Once we moved here in 2005, we wanted to become members and send the children to “Talmoed Torah,” but again, that proved more difficult than I anticipated. First I needed to provide evidence of my Jewish background in the form of my parents’ ketubah. My father, who is not only not observant, but who has his doubts about religion in general, was surprised. He had lost track of the document decades before, thinking that no one would ever ask him for proof of his children' s membership in a tribe that hardly anyone wanted to join.
That level of commitment required by the Liberaal shul turned out to be a pattern: If we wanted to formally join as a family, not only did I need to have proof of my Judaism, but Eveline and the children would have to convert, which meant two years of classes for both of us, and an appearance before a beit din and a visit to a mikveh. When my father heard that he went from surprised to shocked. I didn’t learn much in the classes, but we did get to know a couple (a Dutch woman and a kibbutznik) who became close friends. Perhaps that was the intention all along.
In terms of the actual experience, I wasn’t much inspired by the way they did things. The services seemed so rote, resembling those of the “temple” in which I was raised–it felt very much like a church, which was of course the reason the Reform movement got started in the first place. The children found Hebrew school beyond boring, which had also been my experience way back when, so I was satisfied. I didn’t yet have the sense that I could take more responsibility for the kind of Judaism they would inherit from me. That’s the thing about momentum: You are moving but not changing.

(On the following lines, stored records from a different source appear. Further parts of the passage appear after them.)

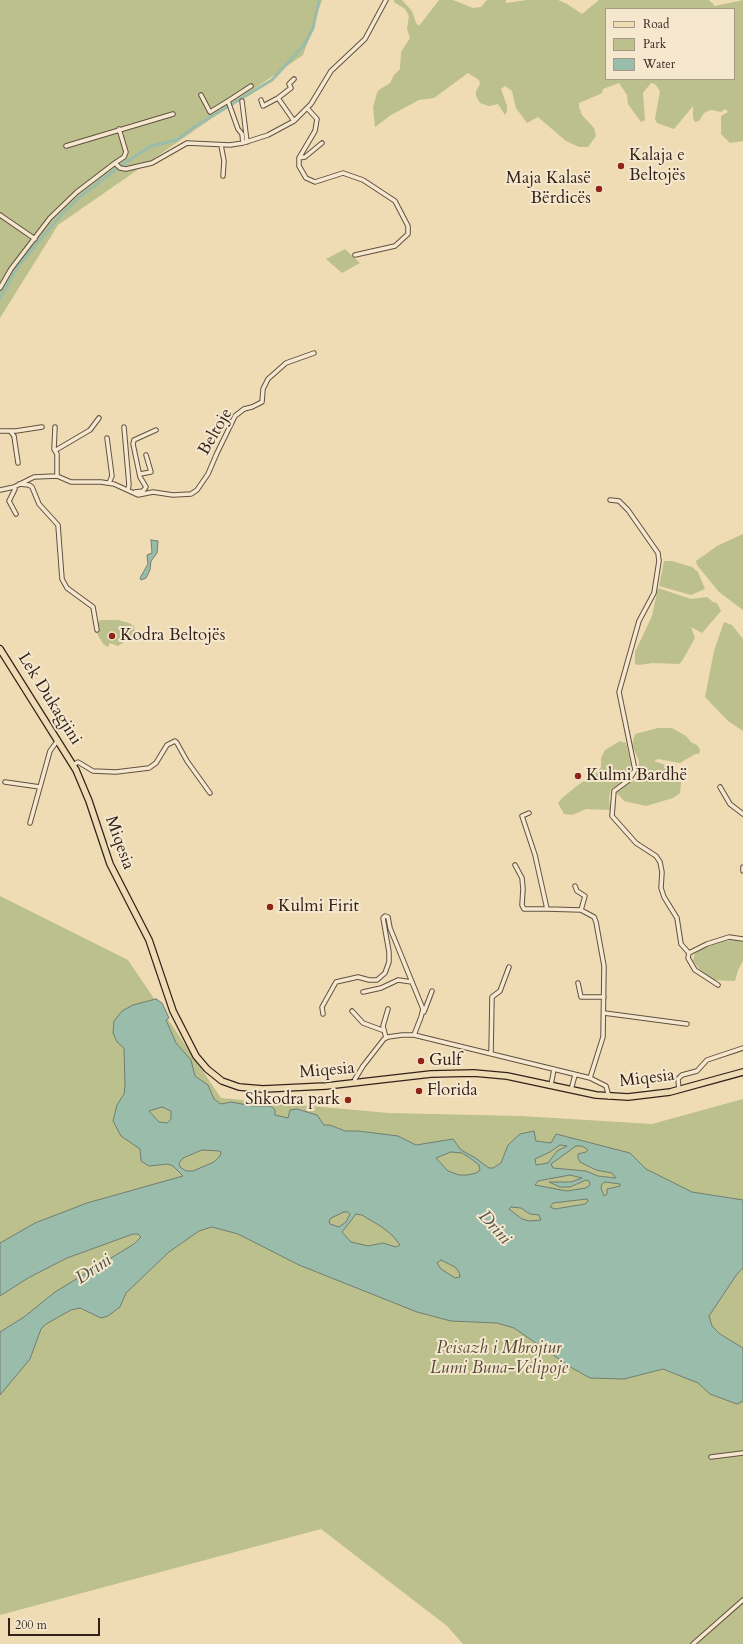 <!DOCTYPE html>
<html>
<head>
<meta charset="utf-8">
<style>
	body { margin:0 }
	#map { position:relative; width:743px; height:1644px; overflow:hidden; background:#efdcb4; font-family:Cardo,serif }
	canvas { display:block }
	.legend { position:absolute; left:605px; top:8px; width:130px; height:72px; box-sizing:border-box; background:#f5e8ce; border:1px solid #a79987; margin:0; padding:5px 7px; list-style:none; font-size:12px; color:#33221c }
	.legend li { display:flex; align-items:center; gap:8px; height:20px }
	.legend b { width:20px; border:1px solid #a79987 }
	.scale { position:absolute; left:8px; top:1618px; width:92px; height:18px; box-sizing:border-box; border:2px solid #33221c; border-top:0; padding-left:5px; font-size:12px; line-height:14px; white-space:nowrap; color:#33221c; -webkit-text-stroke:3px #f5e8ce; paint-order:stroke }
</style>
</head>
<body>
<div id="map">
<canvas width="743" height="1644"></canvas>
<ul class="legend">
<li><b style="height:5px;background:#efdcb4"></b>Road</li>
<li><b style="height:11px;background:#bbc08c"></b>Park</li>
<li><b style="height:11px;background:#9abcab"></b>Water</li>
</ul>
<div class="scale">200 m</div>
</div>
<script>
const g = document.querySelector('canvas').getContext('2d');
g.lineJoin = 'round';
function fill(path, color) { g.fillStyle = color; g.fill(path, 'evenodd'); }
const shape = rows => new Path2D(rows.map(r => 'M' + r).join(''));
function strokePath(path, color, width, dash) { g.strokeStyle = color; g.lineWidth = width; g.lineCap = dash ? 'butt' : 'round'; g.setLineDash(dash || []); g.stroke(path); }
function write(font, color, halo, rows, align = 'center') {
  g.font = font + ' Cardo,serif'; g.lineWidth = 4; g.setLineDash([]); g.textBaseline = 'middle'; g.strokeStyle = halo; g.fillStyle = color; for (const [text, x, y, turn = 0] of rows) {
    g.save(); g.translate(x, y); g.rotate((+turn || 0) * Math.PI / 180); g.textAlign = isNaN(turn) ? turn : align; if (halo) g.strokeText(text, 0, 0); g.fillText(text, 0, 0); g.restore();
  }
}
fill(shape([
	[0,0,322,0,303,55,58,225,0,318],
	[394,0,402,0,412,11,416,23,419,26,439,0,453,0,473,8,481,7,487,0,506,0,506,3,527,0,558,0,567,4,582,14,599,0,709,0,715,6,743,0,743,141,730,143,721,134,721,116,728,112,725,109,721,112,712,110,708,111,704,113,699,121,695,122,693,118,693,106,674,129,657,123,655,119,660,91,655,84,651,83,643,93,645,120,641,122,628,104,627,95,619,83,603,89,602,93,598,95,579,103,579,107,582,115,594,128,596,136,588,147,579,147,566,141,538,117,527,123,516,108,512,91,505,86,501,89,507,106,507,111,505,115,498,104,489,106,480,103,476,96,476,91,480,84,479,80,468,73,434,98,419,100,391,115,375,127,373,107,377,93,379,90,390,83,394,75,400,69,401,52,410,38,407,29,409,16,405,9,394,2],
	[606,9,734,9,734,79,606,79],
	[345,249,360,263,342,273,326,259],
	[743,534,743,610,719,592,697,565,696,561,717,546],
	[664,561,672,561,692,567,698,572,705,589,691,595,659,586],
	[658,588,691,599,707,597,713,602,717,603,721,611,702,633,691,627,695,638,682,661,679,664,652,663,639,665,635,664,635,652,652,616],
	[100,620,118,620,129,623,134,626,135,635,118,646,110,643,108,647,103,644,94,628],
	[724,622,732,625,743,639,743,731,728,721,705,697,714,651],
	[658,728,672,728,686,736,691,742,698,746,700,750,699,754,695,754,680,763,658,759,654,761,665,765,678,776,681,783,680,793,673,798,646,806,624,801,616,792,637,778,639,774,639,761,632,745,635,734],
	[620,741,626,743,632,770,631,774,625,780,611,789,609,797,610,810,586,809,572,815,564,814,558,803,561,799,578,785,596,773,601,767,601,758,605,750],
	[0,896,128,960,221,1098,389,1113,521,1116,652,1124,743,1099,743,1644,463,1644,447,1626,321,1529,0,1615],
	[738,939,743,943,743,961,738,970,735,981,714,980,700,970,693,961,694,955,698,950,725,941]
]), '#bbc08c');
const water = shape([
	[151,540,158,541,157,553,151,561,150,570,146,578,141,580,140,578,148,564,147,555,152,553,151,540],
	[156,999,162,1003,169,1018,166,1020,176,1043,191,1060,195,1076,208,1085,214,1099,221,1104,231,1102,253,1106,271,1106,275,1110,275,1115,288,1118,290,1110,297,1109,317,1115,324,1125,330,1125,345,1131,358,1131,398,1136,416,1145,453,1139,461,1150,474,1157,489,1168,493,1168,501,1163,508,1145,520,1134,534,1131,536,1141,551,1143,556,1134,630,1153,646,1169,692,1192,743,1200,743,1268,737,1274,709,1316,712,1326,720,1334,743,1348,743,1401,737,1404,710,1394,698,1383,663,1369,624,1379,590,1378,572,1368,514,1328,497,1323,451,1321,417,1312,299,1265,238,1234,212,1227,199,1231,169,1252,126,1293,120,1307,108,1316,101,1318,80,1308,71,1310,46,1324,41,1329,30,1359,0,1395,0,1332,24,1317,55,1292,134,1244,141,1237,138,1234,133,1234,67,1258,28,1278,0,1296,0,1243,35,1223,87,1203,183,1176,173,1166,168,1164,149,1166,141,1161,140,1149,121,1136,113,1121,117,1105,124,1094,125,1085,124,1048,117,1042,113,1033,114,1021,122,1011,133,1005,156,999],
	[162,1107,171,1111,171,1119,167,1123,159,1122,149,1111,162,1107],
	[560,1145,567,1146,557,1151,548,1163,536,1165,535,1159,550,1152,560,1145],
	[576,1146,582,1146,588,1150,586,1152,578,1154,578,1158,580,1162,596,1170,612,1173,616,1178,598,1176,586,1171,553,1168,551,1164,576,1146],
	[202,1150,219,1151,221,1152,220,1156,214,1162,193,1171,186,1171,180,1167,179,1163,183,1158,202,1150],
	[451,1152,462,1153,470,1158,479,1165,480,1170,476,1173,467,1175,459,1175,448,1171,436,1158,451,1152],
	[570,1175,582,1178,571,1182,549,1182,560,1187,570,1187,586,1180,589,1181,590,1185,586,1188,567,1191,535,1185,538,1181,570,1175],
	[605,1182,620,1184,620,1186,607,1189,607,1194,604,1196,601,1188,602,1184,605,1182],
	[587,1199,588,1201,585,1204,555,1209,550,1207,553,1203,587,1199],
	[511,1207,521,1208,530,1214,539,1215,541,1220,529,1221,522,1219,509,1209,511,1207],
	[344,1212,348,1212,350,1214,346,1222,339,1227,330,1224,329,1221,331,1218,344,1212],
	[356,1214,362,1215,382,1227,393,1236,400,1245,396,1247,383,1243,368,1246,351,1242,342,1232,356,1214],
	[441,1260,455,1267,459,1272,460,1277,455,1278,441,1269,437,1263,441,1260]
]);
fill(water, '#9abcab');
strokePath(water, '#717e72', 1);
strokePath(shape([
	[0,298,18,266,61,215,81,196,116,169,151,146,177,140,194,127,272,80,305,44,313,28,319,0]
]), '#9abcab', 3);
const street = shape([
	[201,95,210,112,228,101],
	[278,98,294,121],
	[261,100,263,106,278,98,291,88,289,84,294,79],
	[242,101,247,142],
	[307,108,317,119,315,131,299,158,299,166,306,178,315,182,343,173,363,180,395,201,408,226,408,234,395,246,355,255],
	[243,143,242,134,238,129,228,101,251,86],
	[221,145,224,161,223,176],
	[66,146,173,114],
	[299,158,305,157,322,143],
	[115,163,124,157,126,152,119,129],
	[0,215,35,239],
	[0,288,11,269,50,218,77,192,115,163,120,168,126,169,152,163,187,143,230,145,243,143,268,135,294,121,311,104,331,71,365,39,386,0],
	[55,427,54,449,57,454,57,476],
	[124,427,129,485,128,489],
	[0,431,16,431,42,427],
	[10,431,14,436,18,463],
	[107,438,112,476,109,483],
	[56,450,90,430,99,418],
	[140,474,151,472,146,455],
	[19,484,29,485,32,487,39,504,58,525,62,579,67,588,93,607,97,630],
	[14,487,34,477,57,476,71,482,101,482,114,484,138,495,153,492,173,495,191,494,197,490,208,474,217,453,235,416,244,409,252,407,262,402,263,389,268,379,286,363,314,353],
	[14,487,15,489,9,501,16,514],
	[0,490,14,487],
	[135,492,143,491,146,487,140,477,133,444,134,440,156,430],
	[610,500,619,501,628,510,658,553,659,561,654,593,639,621,619,692,635,770,629,780,614,791,612,816,636,843,656,856,660,862,662,872,661,888,664,897,677,918,681,944,689,953],
	[73,765,78,762,93,771,116,772,149,768,156,763,167,745,175,741,177,743,187,761,210,793],
	[5,782,40,787],
	[720,787,730,804,743,814],
	[30,823,50,751,58,740],
	[515,865,522,878,523,889,522,905,524,909,547,909],
	[743,867,743,871],
	[575,886,577,891,585,896,581,910],
	[578,983,581,997,604,997],
	[718,985,695,970,688,958,689,953,707,944,729,937,743,939],
	[363,992,381,988,398,980,412,982,423,1009,421,1017,414,1035],
	[352,1011,363,1023,382,1030],
	[424,1012,432,991],
	[604,1013,687,1024],
	[323,1014,322,1007,336,982,358,977,369,980,377,980,385,973,389,962,389,952,383,918,385,916,388,917,390,928,412,982],
	[386,1038,383,1026,388,1009],
	[491,1054,492,997,500,991,509,967],
	[590,1078,606,1086,609,1097],
	[354,1083,355,1079,363,1066,384,1039,388,1037,402,1035,414,1035,590,1078,603,1037,604,966,596,922,594,917,581,910,547,909,535,855,522,816,529,813],
	[551,1085,554,1069],
	[571,1090,575,1075],
	[679,1090,678,1079,682,1075,697,1071,707,1060,743,1048],
	[711,1457,743,1453],
	[693,1644,743,1600]
]);
const primary = shape([
	[0,649,76,770,89,801,110,864,149,940,173,1011,196,1056,207,1069,222,1081,239,1087,263,1089,326,1086,431,1074,474,1073,507,1076,596,1095,628,1097,670,1092,743,1072]
]);
strokePath(street, '#625042', 5.5);
strokePath(primary, '#33221c', 8);
strokePath(street, '#f5e8ce', 3.5);
strokePath(primary, '#efdcb4', 5.5);
for (const [x, y, r, color] of [
	[621,166,4,"#8f2418"],
	[599,189,4,"#8f2418"],
	[112,636,4,"#8f2418"],
	[578,776,4,"#8f2418"],
	[270,907,4,"#8f2418"],
	[421,1061,4,"#8f2418"],
	[419,1091,4,"#8f2418"],
	[348,1100,4,"#8f2418"]
]) { const dot = new Path2D(); dot.arc(x, y, r, 0, 2 * Math.PI); g.fillStyle = color; g.fill(dot); strokePath(dot, '#f5e8ce', 1.5); }
write('17px', '#33221c', '#f5e8ce', [
	["Kalaja e",629,156],
	["Beltojës",629,176],
	["Maja Kalasë",591,179,"right"],
	["Bërdicës",591,199,"right"],
	["Kodra Beltojës",120,636],
	["Kulmi Bardhë",586,776],
	["Kulmi Firit",278,907],
	["Gulf",429,1061],
	["Florida",427,1091],
	["Shkodra park",340,1100,"right"]
], 'left');
write('17px', '#33221c', '#f5e8ce', [
	["Beltoje",216,432,-60],
	["Lek Dukagjini",49,699,58],
	["Miqesia",119,843,70],
	["Miqesia",327,1071,-5],
	["Miqesia",647,1079,-7]
]);
write('italic 17px', '#554a38', '#f5e8ce', [
	["Peisazh i Mbrojtur",499,1349],
	["Lumi Buna-Velipoje",499,1369]
]);
write('italic 18px', '#525047', '#f5e8ce', [
	["Drini",494,1228,48],
	["Drini",94,1270,-34]
]);
</script>
</body>
</html>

I longed for a more authentic, deeper connection with the texts and the traditions.
So we didn’t stay members of the shul after our second son became bar mitzvah, but I don’t regret the experience. It gave me an on-ramp into Dutch Jewish culture that was invaluable. In that way, it’s a bit like therapy–Freud said that great psychoanalysis requires great patients, and I’ve found that my experience in Jewish settings usually has more to do with me than the setting. There’s always something to learn, always a way to grow.
I once observed to a trans woman I met at the Liberaal shul that she was typically Dutch, to which she replied: “Jonathan, I’m not typical anything!” My friend may have reached a core truth, or better put, a core question, about being Jewish: What does typically Jewish mean? What did it ever mean? What will it mean? And what’s my role in that?